AIM OF THE EXERCISE
Only the lines from the start of the material through the line containing "translate:-50% -50%; white-space:nowrap;" are to be extracted, exactly as they appear.

THE DATA
--- START ---

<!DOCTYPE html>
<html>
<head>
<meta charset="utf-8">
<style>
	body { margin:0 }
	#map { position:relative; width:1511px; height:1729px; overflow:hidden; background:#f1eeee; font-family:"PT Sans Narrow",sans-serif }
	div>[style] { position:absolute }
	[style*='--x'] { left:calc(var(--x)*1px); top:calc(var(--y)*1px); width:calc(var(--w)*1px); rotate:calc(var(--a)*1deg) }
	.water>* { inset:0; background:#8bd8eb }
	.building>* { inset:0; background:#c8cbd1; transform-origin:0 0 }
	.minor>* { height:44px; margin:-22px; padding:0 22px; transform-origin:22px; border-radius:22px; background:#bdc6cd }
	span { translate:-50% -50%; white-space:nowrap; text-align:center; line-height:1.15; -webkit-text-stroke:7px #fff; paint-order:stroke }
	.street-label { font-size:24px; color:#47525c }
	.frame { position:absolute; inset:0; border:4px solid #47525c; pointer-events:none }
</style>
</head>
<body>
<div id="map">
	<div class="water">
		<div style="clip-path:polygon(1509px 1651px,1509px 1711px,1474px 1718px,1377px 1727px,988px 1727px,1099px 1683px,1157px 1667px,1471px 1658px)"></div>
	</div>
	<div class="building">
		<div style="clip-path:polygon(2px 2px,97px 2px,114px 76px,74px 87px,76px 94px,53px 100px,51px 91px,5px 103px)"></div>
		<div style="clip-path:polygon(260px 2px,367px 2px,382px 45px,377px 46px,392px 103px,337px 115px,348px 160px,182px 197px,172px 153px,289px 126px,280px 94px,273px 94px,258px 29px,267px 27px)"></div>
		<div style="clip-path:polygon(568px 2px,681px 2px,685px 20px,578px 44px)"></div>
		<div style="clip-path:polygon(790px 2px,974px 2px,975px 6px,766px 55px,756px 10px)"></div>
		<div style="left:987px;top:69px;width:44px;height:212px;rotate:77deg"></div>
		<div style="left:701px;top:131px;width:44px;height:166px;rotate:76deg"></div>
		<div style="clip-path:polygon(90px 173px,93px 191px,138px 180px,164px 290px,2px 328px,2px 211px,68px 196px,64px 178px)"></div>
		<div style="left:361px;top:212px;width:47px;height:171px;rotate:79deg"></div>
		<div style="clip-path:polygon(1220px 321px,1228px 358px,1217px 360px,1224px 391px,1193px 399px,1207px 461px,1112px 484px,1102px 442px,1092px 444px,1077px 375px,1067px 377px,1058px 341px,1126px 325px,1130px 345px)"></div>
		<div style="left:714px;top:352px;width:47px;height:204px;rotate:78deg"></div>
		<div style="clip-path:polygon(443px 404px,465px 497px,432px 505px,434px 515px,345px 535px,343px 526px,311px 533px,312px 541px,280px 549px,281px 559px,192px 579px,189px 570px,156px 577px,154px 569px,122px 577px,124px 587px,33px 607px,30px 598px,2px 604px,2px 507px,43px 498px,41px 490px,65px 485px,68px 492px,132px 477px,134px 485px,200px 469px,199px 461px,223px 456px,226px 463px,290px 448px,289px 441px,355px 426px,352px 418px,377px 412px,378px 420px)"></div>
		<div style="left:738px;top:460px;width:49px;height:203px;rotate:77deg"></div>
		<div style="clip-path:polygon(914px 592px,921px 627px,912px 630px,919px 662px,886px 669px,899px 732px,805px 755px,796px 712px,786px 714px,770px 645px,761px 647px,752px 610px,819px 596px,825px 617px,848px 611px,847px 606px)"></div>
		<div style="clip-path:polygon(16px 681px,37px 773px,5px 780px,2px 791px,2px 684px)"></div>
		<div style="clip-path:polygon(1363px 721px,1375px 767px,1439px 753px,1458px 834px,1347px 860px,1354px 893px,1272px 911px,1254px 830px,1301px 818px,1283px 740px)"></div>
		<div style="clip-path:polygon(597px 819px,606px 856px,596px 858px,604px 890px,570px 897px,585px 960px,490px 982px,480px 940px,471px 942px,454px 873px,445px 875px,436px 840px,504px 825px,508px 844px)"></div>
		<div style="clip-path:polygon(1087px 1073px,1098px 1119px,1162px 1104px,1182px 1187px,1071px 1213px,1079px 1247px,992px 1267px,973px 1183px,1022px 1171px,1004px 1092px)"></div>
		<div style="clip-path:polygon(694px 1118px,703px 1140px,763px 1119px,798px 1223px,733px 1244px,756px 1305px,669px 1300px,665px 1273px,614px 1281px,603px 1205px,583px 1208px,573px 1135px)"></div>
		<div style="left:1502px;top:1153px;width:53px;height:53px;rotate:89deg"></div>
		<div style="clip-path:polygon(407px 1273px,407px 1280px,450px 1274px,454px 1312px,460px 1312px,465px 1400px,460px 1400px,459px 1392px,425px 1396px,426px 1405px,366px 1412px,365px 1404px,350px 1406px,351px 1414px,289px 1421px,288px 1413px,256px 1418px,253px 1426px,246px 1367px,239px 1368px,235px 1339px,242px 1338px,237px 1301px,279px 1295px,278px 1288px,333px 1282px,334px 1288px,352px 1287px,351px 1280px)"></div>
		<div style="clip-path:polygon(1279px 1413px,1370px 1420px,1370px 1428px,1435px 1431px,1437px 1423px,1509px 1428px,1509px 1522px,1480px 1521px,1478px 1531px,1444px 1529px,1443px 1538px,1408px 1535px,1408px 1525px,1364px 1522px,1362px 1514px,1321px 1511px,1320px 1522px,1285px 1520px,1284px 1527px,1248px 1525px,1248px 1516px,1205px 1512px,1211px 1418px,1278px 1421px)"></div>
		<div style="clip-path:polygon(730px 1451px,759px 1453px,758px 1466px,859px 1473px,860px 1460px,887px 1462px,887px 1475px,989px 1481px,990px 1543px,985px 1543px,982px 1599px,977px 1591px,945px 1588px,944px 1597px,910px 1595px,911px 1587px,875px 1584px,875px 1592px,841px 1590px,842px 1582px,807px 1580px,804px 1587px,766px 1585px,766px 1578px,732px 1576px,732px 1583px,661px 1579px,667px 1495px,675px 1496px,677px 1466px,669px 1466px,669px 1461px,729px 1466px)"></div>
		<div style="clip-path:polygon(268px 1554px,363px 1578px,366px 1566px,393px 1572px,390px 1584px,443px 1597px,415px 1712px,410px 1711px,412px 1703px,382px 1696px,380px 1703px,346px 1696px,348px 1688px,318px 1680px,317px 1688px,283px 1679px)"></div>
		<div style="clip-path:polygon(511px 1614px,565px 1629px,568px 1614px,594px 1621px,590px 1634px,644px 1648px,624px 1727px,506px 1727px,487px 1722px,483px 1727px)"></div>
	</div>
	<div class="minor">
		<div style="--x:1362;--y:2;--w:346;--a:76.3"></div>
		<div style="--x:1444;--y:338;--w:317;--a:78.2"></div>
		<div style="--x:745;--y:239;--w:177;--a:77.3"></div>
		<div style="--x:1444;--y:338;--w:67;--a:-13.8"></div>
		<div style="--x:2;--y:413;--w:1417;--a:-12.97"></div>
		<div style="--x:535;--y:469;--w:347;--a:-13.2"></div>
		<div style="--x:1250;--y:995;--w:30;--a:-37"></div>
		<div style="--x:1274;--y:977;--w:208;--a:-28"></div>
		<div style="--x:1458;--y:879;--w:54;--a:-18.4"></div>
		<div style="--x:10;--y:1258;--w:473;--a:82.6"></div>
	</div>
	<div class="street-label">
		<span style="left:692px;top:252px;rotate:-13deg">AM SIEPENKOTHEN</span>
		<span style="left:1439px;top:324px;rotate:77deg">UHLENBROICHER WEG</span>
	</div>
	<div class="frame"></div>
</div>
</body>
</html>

--- END ---

EXERCISE ANSWER
<!DOCTYPE html>
<html>
<head>
<meta charset="utf-8">
<style>
	body { margin:0 }
	#map { position:relative; width:1511px; height:1729px; overflow:hidden; background:#f1eeee; font-family:"PT Sans Narrow",sans-serif }
	div>[style] { position:absolute }
	[style*='--x'] { left:calc(var(--x)*1px); top:calc(var(--y)*1px); width:calc(var(--w)*1px); rotate:calc(var(--a)*1deg) }
	.water>* { inset:0; background:#8bd8eb }
	.building>* { inset:0; background:#c8cbd1; transform-origin:0 0 }
	.minor>* { height:44px; margin:-22px; padding:0 22px; transform-origin:22px; border-radius:22px; background:#bdc6cd }
	span { translate:-50% -50%; white-space:nowrap; text-align:center; line-height:1.15; -webkit-text-stroke:7px #fff; paint-order:stroke }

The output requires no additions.